This is my review of the Olympus PEN E-P3. I bought this camera when it was on sale with a two lens package deal (14-42mm and 40-150mm Zoom Lens).
At the time of this review I’ve owned the camera for 2 years and it’s been ideal for travel photography.
Before I review, a little background on my camera history. After nearly 10 years of using pocket-sized digital cameras (and way before that pocket-sized film cameras) I felt it was time to advance my photography skills with a camera with manual settings. The first DSLR I owned was a Nikon D5100. While is was a great camera I found that years of travelling light made me resent carrying this extra weight.
I wanted the functionality of a DSLR but without the bulk.
Enter the Micro 4/3 Camera
The Micro Four Thirds system (MFT) was developed by Olympus and Panasonic in 2008. This system has a similar image sensor size of a DSLR but without the mirror box and pentaprism, thus the space saved allows a MFT camera its slim body.
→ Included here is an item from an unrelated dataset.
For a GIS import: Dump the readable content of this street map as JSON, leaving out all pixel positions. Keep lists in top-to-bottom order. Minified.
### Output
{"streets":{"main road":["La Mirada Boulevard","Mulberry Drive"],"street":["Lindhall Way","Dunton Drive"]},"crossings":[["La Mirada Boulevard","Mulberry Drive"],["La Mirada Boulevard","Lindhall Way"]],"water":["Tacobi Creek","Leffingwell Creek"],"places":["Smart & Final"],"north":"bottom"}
The MFT cameras have now got to the point where they are a viable alternative to DSLR cameras. While a fully fledged DSLR camera is still a superior option for photography professionals, the truth is that most photographers who buy expensive DSLR’s will never use those cameras to their full potential.
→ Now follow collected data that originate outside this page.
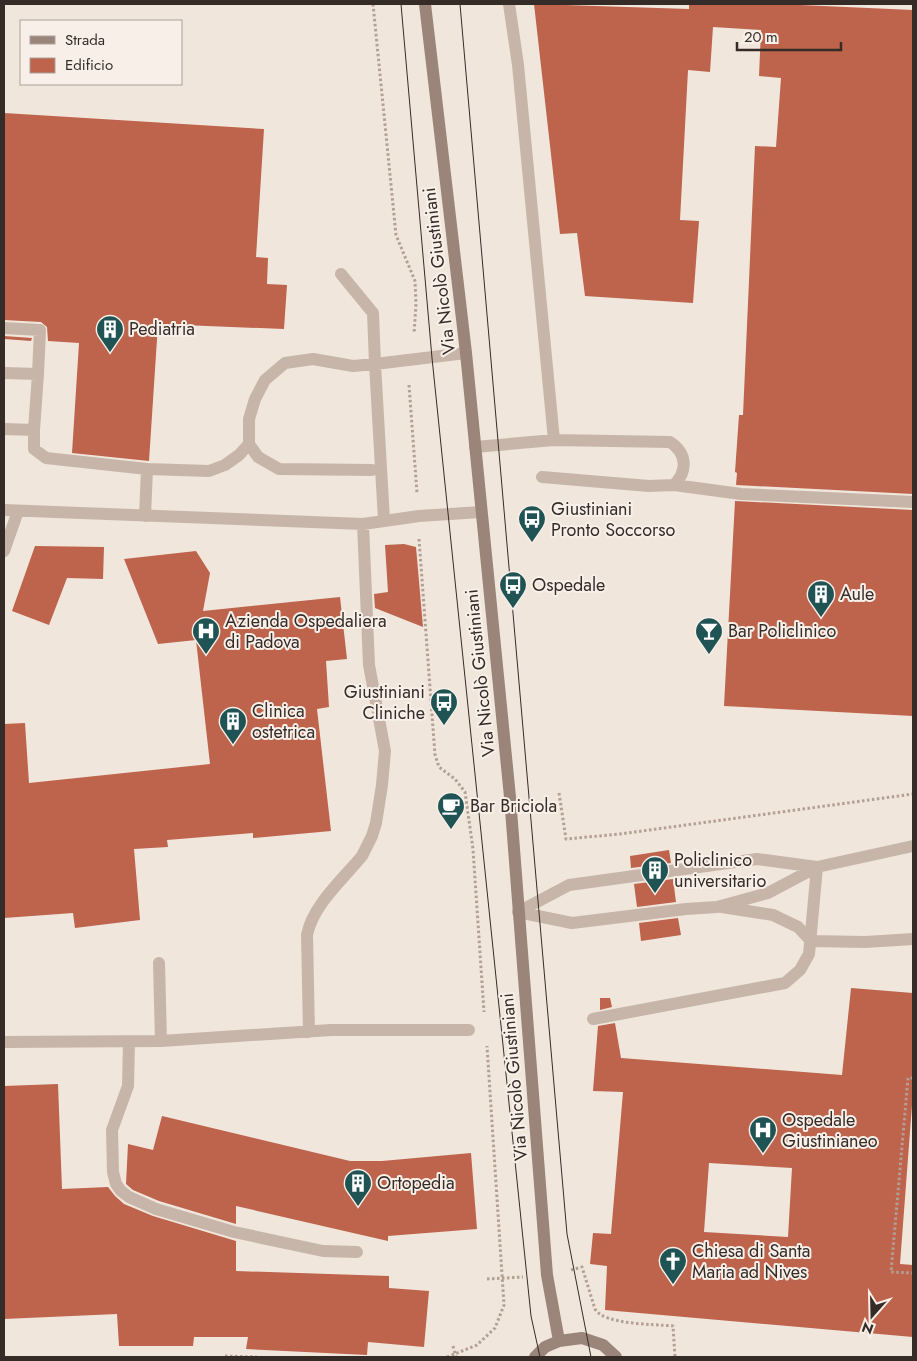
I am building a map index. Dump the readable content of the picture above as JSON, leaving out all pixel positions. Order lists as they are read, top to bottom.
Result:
{
  "streets": {
    "street": ["Via Nicolò Giustiniani"]
  },
  "places": {
    "building": [
      "Pediatria",
      "Aule",
      "Clinica ostetrica",
      "Policlinico universitario",
      "Ortopedia"
    ],
    "bus stop": ["Giustiniani Pronto Soccorso", "Ospedale", "Giustiniani Cliniche"],
    "hospital": ["Azienda Ospedaliera di Padova", "Ospedale Giustinianeo"],
    "bar": ["Bar Policlinico"],
    "cafe": ["Bar Briciola"],
    "church": ["Chiesa di Santa Maria ad Nives"]
  },
  "legend": ["Strada", "Edificio"],
  "scale_bar": "20 m",
  "north": "bottom"
}
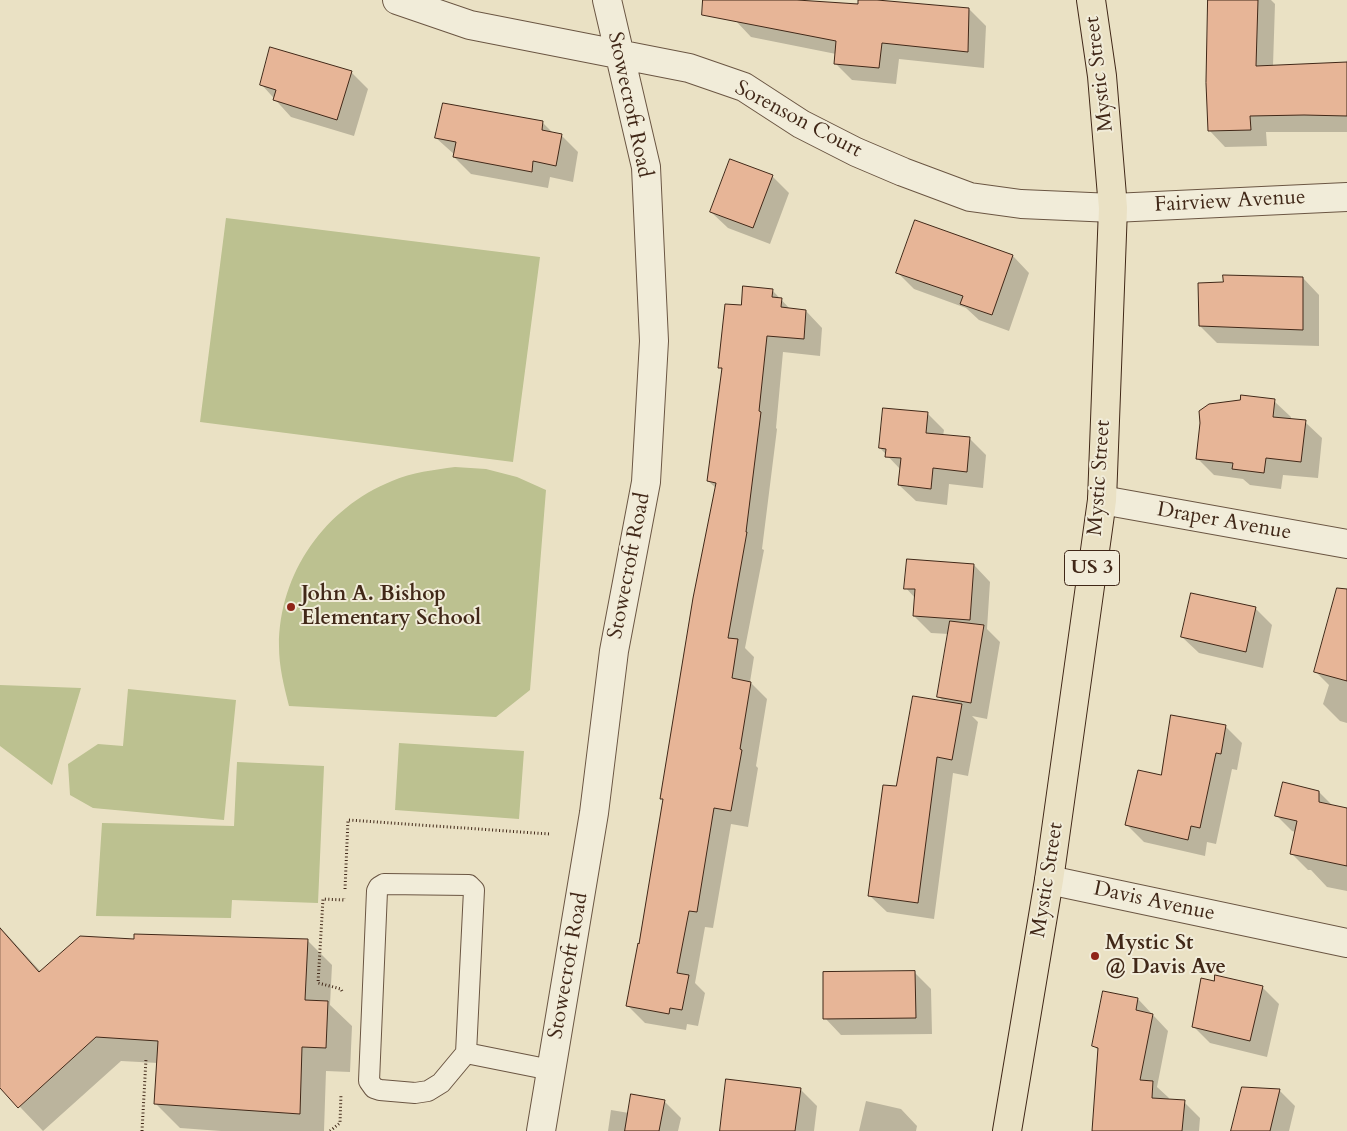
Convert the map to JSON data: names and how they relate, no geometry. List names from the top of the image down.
{
  "streets": {
    "highway": ["Mystic Street", "US 3"],
    "street": [
      "Stowecroft Road",
      "Sorenson Court",
      "Fairview Avenue",
      "Draper Avenue",
      "Davis Avenue"
    ]
  },
  "crossings": [
    ["Mystic Street", "Sorenson Court"],
    ["Mystic Street", "Fairview Avenue"],
    ["Mystic Street", "Draper Avenue"],
    ["Mystic Street", "Davis Avenue"],
    ["Stowecroft Road", "Sorenson Court"],
    ["Sorenson Court", "Fairview Avenue"]
  ],
  "places": ["John A. Bishop Elementary School", "Mystic St @ Davis Ave"]
}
After comparing mirrorless camera options I went for the Olympus PEN E-P3. Having now used the camera for long enough here are my observations from day-to-day use. I haven’t listed all the features here and I’ll spare the technicalities that would otherwise be copy-and-pasted numbers from a spec-guide.
The camera’s light weight was the biggest selling point for me. In a effort to make my day bag as light as possible I downsized much of my gear (including upgrading to the lightweight Macbook Air). As soon as I felt how light it was in my hand I knew I wanted it.
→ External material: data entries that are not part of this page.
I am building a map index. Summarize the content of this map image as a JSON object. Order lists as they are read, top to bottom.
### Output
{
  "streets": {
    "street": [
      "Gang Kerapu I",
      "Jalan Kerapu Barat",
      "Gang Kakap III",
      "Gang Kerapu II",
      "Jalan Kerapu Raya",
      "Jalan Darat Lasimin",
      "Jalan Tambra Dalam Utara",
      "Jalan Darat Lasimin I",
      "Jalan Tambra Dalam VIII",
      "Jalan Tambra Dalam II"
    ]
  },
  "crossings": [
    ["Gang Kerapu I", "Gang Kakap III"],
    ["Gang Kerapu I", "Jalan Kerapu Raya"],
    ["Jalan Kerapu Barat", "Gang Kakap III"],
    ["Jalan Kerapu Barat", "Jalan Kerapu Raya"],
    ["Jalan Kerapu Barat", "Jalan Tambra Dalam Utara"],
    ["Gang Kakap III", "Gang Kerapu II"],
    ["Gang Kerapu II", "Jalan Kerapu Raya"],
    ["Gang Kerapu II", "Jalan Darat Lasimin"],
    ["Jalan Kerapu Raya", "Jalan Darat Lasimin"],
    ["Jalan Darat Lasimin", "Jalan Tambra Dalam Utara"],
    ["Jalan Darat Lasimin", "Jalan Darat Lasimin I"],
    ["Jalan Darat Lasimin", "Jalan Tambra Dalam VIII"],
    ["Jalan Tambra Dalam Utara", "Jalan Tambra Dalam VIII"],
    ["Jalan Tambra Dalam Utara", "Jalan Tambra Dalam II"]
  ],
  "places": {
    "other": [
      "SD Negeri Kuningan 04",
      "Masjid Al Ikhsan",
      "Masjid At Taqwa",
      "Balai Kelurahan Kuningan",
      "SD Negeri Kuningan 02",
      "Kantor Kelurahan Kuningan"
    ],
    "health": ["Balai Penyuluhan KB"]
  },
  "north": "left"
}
I’m happy to have camera with such powerful abilities and yet be lightweight. I go on photo wanders while wearing the Olympus around my neck all day, and it never makes my neck sore.
Another thing that I never really got used to with the DSLR was the optical viewfinder. I know professional photographers will extol the goodness of the OVF as the only way to go. I had become so accustomed to electronic viewfinders after nearly a decade of digital camera use I just prefer lining up my shots that way over looking through a little hole. I’m just more of an EVF kind of guy.
The EVF on the E-P3 is a touchscreen, so you can change settings, scroll through photos, or touch to focus on a point.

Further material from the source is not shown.